AVR-GCC uses register Y (R29:R28) as the frame pointer. As the AVR-GCC ABI stated: R28 and R29 are callee-saved registers, meaning the caller won’t expect any change on these registers after the callee function returns; therefore, R28 and R29 must be saved before we write anything (clobber) it.

Both register Y (R29:R28) and register Z (R31:R30) support indirect addressing with offset, register Y is callee-saved register but register Z is caller-saved register. Therefore, using register Z will not require the callee function to explicitly backup them, which can save a few cycles and program memory. But the AVR-GCC developers decided to use register Y. I guess they want to reserve register Z for memory program read purposes because only register Z can be used with LPM (Load program memory) instruction.
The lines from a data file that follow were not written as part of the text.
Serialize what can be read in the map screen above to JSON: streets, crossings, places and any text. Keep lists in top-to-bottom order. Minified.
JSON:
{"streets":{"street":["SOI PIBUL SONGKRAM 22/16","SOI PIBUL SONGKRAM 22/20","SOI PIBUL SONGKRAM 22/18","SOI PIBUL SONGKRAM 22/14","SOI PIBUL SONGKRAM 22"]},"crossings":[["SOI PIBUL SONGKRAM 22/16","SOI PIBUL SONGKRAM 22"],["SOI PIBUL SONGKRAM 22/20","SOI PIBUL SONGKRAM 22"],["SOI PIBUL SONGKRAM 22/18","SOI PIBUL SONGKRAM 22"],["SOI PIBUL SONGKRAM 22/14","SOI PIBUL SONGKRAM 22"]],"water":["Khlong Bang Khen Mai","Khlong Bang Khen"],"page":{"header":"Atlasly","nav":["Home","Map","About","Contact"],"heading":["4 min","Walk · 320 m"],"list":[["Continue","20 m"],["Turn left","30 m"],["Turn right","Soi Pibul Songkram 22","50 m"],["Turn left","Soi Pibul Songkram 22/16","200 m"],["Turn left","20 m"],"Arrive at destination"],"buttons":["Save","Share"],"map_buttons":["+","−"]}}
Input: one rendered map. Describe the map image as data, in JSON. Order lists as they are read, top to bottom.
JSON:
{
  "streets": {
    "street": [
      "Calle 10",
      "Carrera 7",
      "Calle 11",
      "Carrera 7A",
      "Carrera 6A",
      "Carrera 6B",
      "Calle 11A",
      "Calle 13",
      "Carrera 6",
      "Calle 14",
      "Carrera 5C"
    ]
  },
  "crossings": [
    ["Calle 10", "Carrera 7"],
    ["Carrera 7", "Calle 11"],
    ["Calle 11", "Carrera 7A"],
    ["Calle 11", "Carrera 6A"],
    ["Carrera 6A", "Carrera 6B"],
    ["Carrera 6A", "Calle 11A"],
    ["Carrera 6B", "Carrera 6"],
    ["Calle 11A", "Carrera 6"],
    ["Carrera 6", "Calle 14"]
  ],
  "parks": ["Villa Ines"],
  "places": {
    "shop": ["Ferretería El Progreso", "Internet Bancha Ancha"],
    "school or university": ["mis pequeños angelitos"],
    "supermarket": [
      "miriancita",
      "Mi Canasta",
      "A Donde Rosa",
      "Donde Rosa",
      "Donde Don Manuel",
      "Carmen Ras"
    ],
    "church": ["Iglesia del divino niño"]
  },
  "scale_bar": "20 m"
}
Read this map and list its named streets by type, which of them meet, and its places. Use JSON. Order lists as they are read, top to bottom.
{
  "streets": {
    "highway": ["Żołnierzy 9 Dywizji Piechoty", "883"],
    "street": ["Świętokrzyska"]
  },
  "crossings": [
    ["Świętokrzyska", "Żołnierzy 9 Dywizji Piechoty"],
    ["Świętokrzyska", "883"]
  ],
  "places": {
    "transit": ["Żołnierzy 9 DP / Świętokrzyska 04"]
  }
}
To store register Y, push r28 and push r29 instructions are issued at the very beginning of the callee function. To restore register Y, the pop r29 and pop r28 instructions are issued at the very end of the function, just before the ret instruction.

To allocate the space for the variable stackdata, AVR-GCC uses push r1 instruction, this will store the content of r1 into the stack and move the SP down for 1 slot. The content in R1 does not matter, all we need here is to move the SP down for 1 slot which essentially allocates 1 byte of space in the stack.

At the moment, we have finished allocating the callee frame. We can copy the content of SP (at address 0x3E:0x3D) to our frame pointer register Y, using the in r28, 0x3d and in r29, 0x3e instructions.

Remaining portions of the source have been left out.